Given an audience with the next president (whoever that may be) following the election this fall, what advice would you offer him?
Bob Weidner of the Metals Service Center Institute posed that thought-provoking question to an executive panel during MSCI’s manufacturing summit last month in suburban Chicago. The trade group is hosting a series of summits across the country between now and November to help mobilize the metals industry and educate candidates on the issues of critical importance to U.S. manufacturing. Panelists included Bill Hickey, president of Lapham-Hickey Steel Corp.; C. Davis Nelsen, president of Nelsen Steel & Wire; Mike Petersen, president of Petersen Aluminum Corp.; and Bert Miller, president of Phoenix Closures.
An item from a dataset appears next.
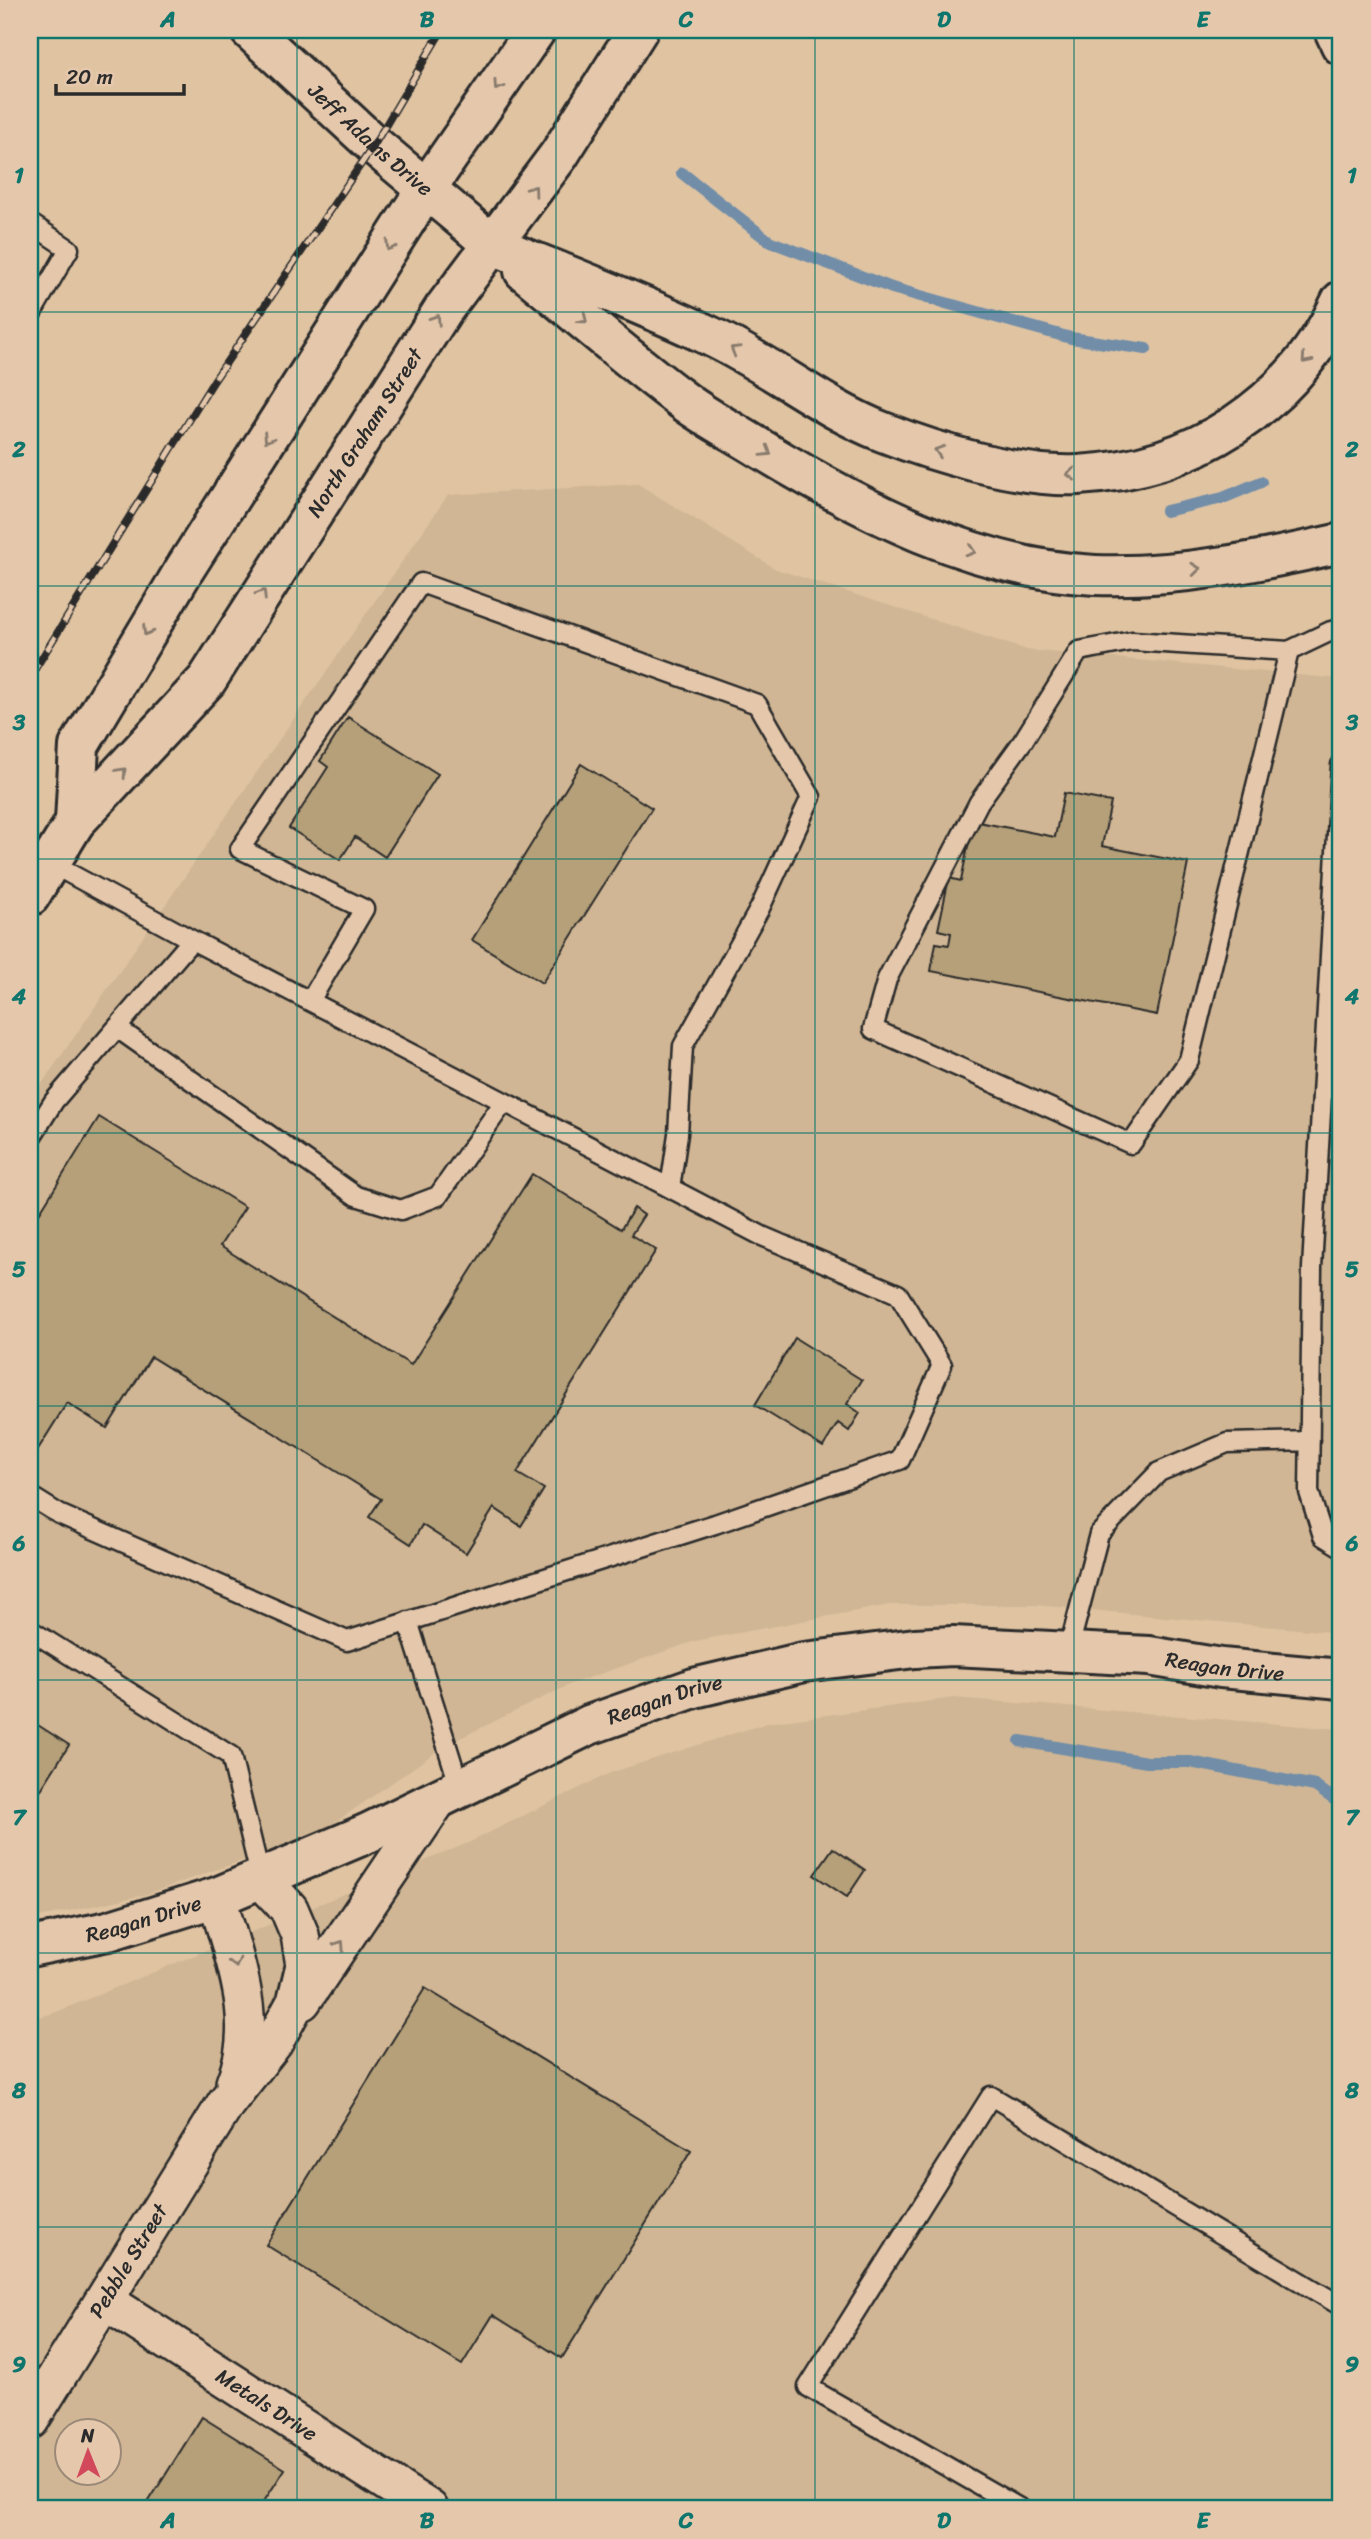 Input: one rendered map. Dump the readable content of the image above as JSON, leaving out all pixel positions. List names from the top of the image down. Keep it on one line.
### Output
{"streets":{"main road":["Jeff Adams Drive","North Graham Street","Reagan Drive"],"street":["Pebble Street","Metals Drive"]},"crossings":[["Jeff Adams Drive","North Graham Street"],["Reagan Drive","Pebble Street"],["Pebble Street","Metals Drive"]],"one_way":["Jeff Adams Drive"],"scale_bar":"20 m","north":"top","grid":{"columns":["A","B","C","D","E"],"rows":["1","2","3","4","5","6","7","8","9"]}}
“My advice to him would be to go big,” said Petersen. “Take on a big issue like taxes. People are hesitant to make investments because they don’t know what will happen with the fiscal cliff that’s looming. I’d say let’s go for tax reform and clarity on tax rates.”
“No matter who is elected, I would tell him we have to fix the imbalances in the U.S. economy,” Hickey said, pointing to America’s huge trade deficit. The U.S. has grown dependent on vast amounts of foreign oil and cheap goods from Asia. “If we don’t produce products here, we are going to wind up with a much lower standard of living.”
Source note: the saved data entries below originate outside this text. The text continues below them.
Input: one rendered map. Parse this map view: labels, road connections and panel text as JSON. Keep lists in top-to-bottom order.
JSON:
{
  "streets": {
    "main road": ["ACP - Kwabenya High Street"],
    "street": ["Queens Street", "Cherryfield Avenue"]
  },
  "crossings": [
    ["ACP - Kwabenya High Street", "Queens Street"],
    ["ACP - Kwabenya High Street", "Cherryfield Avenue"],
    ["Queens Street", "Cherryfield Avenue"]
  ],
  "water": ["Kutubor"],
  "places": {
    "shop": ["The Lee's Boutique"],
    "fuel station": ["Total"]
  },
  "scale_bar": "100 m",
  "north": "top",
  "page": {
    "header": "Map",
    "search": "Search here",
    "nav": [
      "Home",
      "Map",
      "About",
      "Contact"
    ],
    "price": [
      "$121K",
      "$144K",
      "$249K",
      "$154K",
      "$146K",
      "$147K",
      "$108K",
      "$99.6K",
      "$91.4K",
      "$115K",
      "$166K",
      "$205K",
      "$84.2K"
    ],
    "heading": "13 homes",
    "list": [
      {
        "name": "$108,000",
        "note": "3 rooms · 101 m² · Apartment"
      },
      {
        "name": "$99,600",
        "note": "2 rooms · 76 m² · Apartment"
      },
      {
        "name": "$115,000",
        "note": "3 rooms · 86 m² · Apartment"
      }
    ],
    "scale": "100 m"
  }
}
Nelsen said he would urge the president to address the bureaucratic culture in Washington. “My hope is that whoever is in the Oval Office would understand we have federal departments that are all about perpetuating their power rather than serving the people and the businesses in this country.”
Miller would recommend that the president focus on a progressive energy policy, which would help solve many of the nation’s problems. North America’s vast natural gas reserves represent the game-changer of a lifetime for the economy and the environment, he said. “A seven-year program to get American trucking on natural gas would go a long way toward solving the balance of trade. It would cut the cost of transporting goods by 50 percent, cut our carbon footprint by 50 percent, and keep a whole lot of oil imports out of this country. It would create a lot of infrastructure jobs, as well.”
What do you think the next president should make his priority? Lowering the corporate tax rate? Easing burdensome over-regulation? Enforcing international trade rules? Enacting term limits? Acting on the fiscal reforms proposed by the bipartisan Simpson-Bowles commission?
The answer is obvious: All of the above.